RECORDED INFORMATION:
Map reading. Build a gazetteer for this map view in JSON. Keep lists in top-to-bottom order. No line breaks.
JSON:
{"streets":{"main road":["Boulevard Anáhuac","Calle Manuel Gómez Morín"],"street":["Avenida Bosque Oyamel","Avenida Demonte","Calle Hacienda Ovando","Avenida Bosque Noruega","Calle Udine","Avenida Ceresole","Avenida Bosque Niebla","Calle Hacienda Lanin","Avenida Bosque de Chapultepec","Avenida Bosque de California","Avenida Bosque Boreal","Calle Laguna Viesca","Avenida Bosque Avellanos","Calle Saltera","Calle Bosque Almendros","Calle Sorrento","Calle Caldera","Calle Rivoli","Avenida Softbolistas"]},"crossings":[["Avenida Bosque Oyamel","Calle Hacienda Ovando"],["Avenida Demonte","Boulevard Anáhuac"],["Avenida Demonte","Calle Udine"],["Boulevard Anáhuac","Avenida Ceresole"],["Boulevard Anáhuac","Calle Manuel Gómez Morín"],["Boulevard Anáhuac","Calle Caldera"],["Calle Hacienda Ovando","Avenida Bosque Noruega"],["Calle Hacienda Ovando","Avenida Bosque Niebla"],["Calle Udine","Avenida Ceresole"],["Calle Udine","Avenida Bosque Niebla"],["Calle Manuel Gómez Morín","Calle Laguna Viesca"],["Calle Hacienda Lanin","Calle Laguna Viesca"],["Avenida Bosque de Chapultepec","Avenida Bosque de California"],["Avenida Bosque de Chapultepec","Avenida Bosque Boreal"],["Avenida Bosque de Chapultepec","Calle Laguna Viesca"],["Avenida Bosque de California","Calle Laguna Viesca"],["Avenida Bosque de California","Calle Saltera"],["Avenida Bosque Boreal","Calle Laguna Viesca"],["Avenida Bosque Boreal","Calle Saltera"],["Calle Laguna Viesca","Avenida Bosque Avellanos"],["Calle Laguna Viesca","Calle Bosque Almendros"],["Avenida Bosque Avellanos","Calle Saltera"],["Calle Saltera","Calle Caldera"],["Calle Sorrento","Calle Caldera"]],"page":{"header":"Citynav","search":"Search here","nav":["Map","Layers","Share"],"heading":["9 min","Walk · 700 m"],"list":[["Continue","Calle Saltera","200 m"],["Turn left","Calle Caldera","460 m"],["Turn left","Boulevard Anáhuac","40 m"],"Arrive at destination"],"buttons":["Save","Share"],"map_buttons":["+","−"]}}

ASSIGNMENT:
Please repeat the material exactly as it appears above.

ANSWER FOR THIS EXERCISE:
Map reading. Build a gazetteer for this map view in JSON. Keep lists in top-to-bottom order. No line breaks.
JSON:
{"streets":{"main road":["Boulevard Anáhuac","Calle Manuel Gómez Morín"],"street":["Avenida Bosque Oyamel","Avenida Demonte","Calle Hacienda Ovando","Avenida Bosque Noruega","Calle Udine","Avenida Ceresole","Avenida Bosque Niebla","Calle Hacienda Lanin","Avenida Bosque de Chapultepec","Avenida Bosque de California","Avenida Bosque Boreal","Calle Laguna Viesca","Avenida Bosque Avellanos","Calle Saltera","Calle Bosque Almendros","Calle Sorrento","Calle Caldera","Calle Rivoli","Avenida Softbolistas"]},"crossings":[["Avenida Bosque Oyamel","Calle Hacienda Ovando"],["Avenida Demonte","Boulevard Anáhuac"],["Avenida Demonte","Calle Udine"],["Boulevard Anáhuac","Avenida Ceresole"],["Boulevard Anáhuac","Calle Manuel Gómez Morín"],["Boulevard Anáhuac","Calle Caldera"],["Calle Hacienda Ovando","Avenida Bosque Noruega"],["Calle Hacienda Ovando","Avenida Bosque Niebla"],["Calle Udine","Avenida Ceresole"],["Calle Udine","Avenida Bosque Niebla"],["Calle Manuel Gómez Morín","Calle Laguna Viesca"],["Calle Hacienda Lanin","Calle Laguna Viesca"],["Avenida Bosque de Chapultepec","Avenida Bosque de California"],["Avenida Bosque de Chapultepec","Avenida Bosque Boreal"],["Avenida Bosque de Chapultepec","Calle Laguna Viesca"],["Avenida Bosque de California","Calle Laguna Viesca"],["Avenida Bosque de California","Calle Saltera"],["Avenida Bosque Boreal","Calle Laguna Viesca"],["Avenida Bosque Boreal","Calle Saltera"],["Calle Laguna Viesca","Avenida Bosque Avellanos"],["Calle Laguna Viesca","Calle Bosque Almendros"],["Avenida Bosque Avellanos","Calle Saltera"],["Calle Saltera","Calle Caldera"],["Calle Sorrento","Calle Caldera"]],"page":{"header":"Citynav","search":"Search here","nav":["Map","Layers","Share"],"heading":["9 min","Walk · 700 m"],"list":[["Continue","Calle Saltera","200 m"],["Turn left","Calle Caldera","460 m"],["Turn left","Boulevard Anáhuac","40 m"],"Arrive at destination"],"buttons":["Save","Share"],"map_buttons":["+","−"]}}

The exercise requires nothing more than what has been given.